While it’s true that such a choice is not necessarily impeachable, the letter says, if the president “employs his powers in a way that cannot reasonably be explained except as a means of promoting his own reelection, the president’s private conviction that his maintenance of power is for the greater good does not insulate him from impeachment.”

To accept this argument “would be to give the president carte blanche to corrupt American electoral democracy.”

Dershowitz and Academe

Does any of this challenge Dershowitz’s standing in academe? Is his expert analysis so left of field that he can no longer be deemed an expert, especially one affiliated with Harvard?

Bowman said Dershowitz has never really had such standing, and that he's “never done any serious legal scholarship.” Instead, Bowman said he's focused on op-eds and trying his own cases. (Perhaps most famously, Dershowitz defended O. J. Simpson.)

That Senate Republicans hail Dershowitz as an expert “just shows how desperate they are to find somebody, anybody, to tell them what they wanted to hear,” Bowman added.

Harvard had no comment on the matter of Dershowitz’s status, while Fried said that “even Harvard faculty members sometimes make arguments with absurd entailments.”

Dershowitz, of course, disagrees with his detractors. He says that he’s been intellectually alone often in his career, including in being against the death penalty in the 1960s and, more recently, for the limited use of what he's called emergency "torture warrants." He also said he wasn’t afraid to “impugn” his colleagues in asserting that they would not, in some alternative universe, support the same impeachment case against former Democratic presidential nominee Hillary Clinton.

“The burden of proof here is on those who ignore the plain language” of the Constitution on impeachment, which specifically mentions treason, bribery and high crimes and misdemeanors, he said.

“I think professors often allow, consciously or unconsciously, politics to seep into their constitutional analysis,” he added. “I've been proved right more often than not, and I think history will prove me correct here. The next time there’s a Democrat president and a Republican-controlled House, the president will be impeached and all the scholars criticizing me now will be making similar arguments.” (For the record, Dershowitz said during the trial that he voted for Hillary Clinton.)

Dershowitz is currently writing a book on impeachment.

No Misunderstanding

Politically speaking, Seth Abramson, an attorney, assistant professor of digital language arts and professional and technical communications at the University of New Hampshire and a onetime student of Dershowitz, is definitely not a fan of Trump’s: he’s written books called Proof of Conspiracy: How Trump's International Collusion Is Threatening American Democracy and Proof of Collusion: How Trump Betrayed America.

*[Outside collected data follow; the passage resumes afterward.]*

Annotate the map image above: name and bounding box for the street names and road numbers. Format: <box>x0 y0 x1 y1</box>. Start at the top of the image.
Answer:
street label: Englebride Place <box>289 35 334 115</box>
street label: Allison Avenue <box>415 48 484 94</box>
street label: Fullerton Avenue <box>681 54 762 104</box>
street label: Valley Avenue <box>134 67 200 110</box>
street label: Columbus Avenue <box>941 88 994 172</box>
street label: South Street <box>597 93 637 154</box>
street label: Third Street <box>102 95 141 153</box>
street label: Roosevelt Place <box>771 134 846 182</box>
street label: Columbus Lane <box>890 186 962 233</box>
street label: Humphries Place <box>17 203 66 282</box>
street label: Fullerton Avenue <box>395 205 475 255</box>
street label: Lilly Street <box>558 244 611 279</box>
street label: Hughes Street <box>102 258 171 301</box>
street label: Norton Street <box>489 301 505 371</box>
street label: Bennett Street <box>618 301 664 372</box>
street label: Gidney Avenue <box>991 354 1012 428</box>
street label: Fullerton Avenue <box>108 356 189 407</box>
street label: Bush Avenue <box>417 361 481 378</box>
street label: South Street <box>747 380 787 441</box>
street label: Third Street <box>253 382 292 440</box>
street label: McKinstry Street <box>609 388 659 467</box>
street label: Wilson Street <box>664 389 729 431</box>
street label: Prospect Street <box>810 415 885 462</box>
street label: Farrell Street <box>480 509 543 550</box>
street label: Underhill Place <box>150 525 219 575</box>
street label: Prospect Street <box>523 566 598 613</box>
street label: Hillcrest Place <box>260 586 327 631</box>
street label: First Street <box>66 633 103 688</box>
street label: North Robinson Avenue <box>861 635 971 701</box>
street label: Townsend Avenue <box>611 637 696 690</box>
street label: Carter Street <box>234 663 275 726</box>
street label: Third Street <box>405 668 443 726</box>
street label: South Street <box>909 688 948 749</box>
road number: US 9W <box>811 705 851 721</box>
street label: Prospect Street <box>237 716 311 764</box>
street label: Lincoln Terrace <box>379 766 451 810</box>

That doesn’t disqualify him from having legal opinions about the impeachment, of course -- and he’s got lots of them. As for Dershowitz, Abramson said his biggest error was introducing the nonlegal concept of "mixed motives" into criminal and constitutional law, where, in his view, it doesn’t belong.

In criminal law, Abramson said in an email, no other motive beyond the criminal matters when that is proven beyond a reasonable doubt. And in an impeachment case with implications for national security, the more appropriate preponderance of evidence standard is met if it's “more likely than not that a prohibited intent was present -- whatever other motives it may have been intermixed with.”

Abramson went on to call Dershowitz’s theory of the Ukraine case “radical and dangerous” in that it turns criminal law, constitutional law and “even basic legal precepts like ‘mens rea’ on their heads: he now says a single drop of permissible intent, such as a self-purported desire to fight corruption, purifies an official act entirely.”

Dershowitz’s subsequent explanations about a crime being alleged don’t change much, Abramson added, as House managers did allege during the trial that Trump committed the crimes of bribery and obstruction. Moreover, he said, recalling and challenging another part of Dershowitz’s analysis, bribery doesn’t only occur where there is a transfer of hard currency.

“I don't think Prof. Dershowitz has been misquoted; I think he's been incoherent as a matter of law and his own knowledge of the facts of the impeachment case,” Abramson said.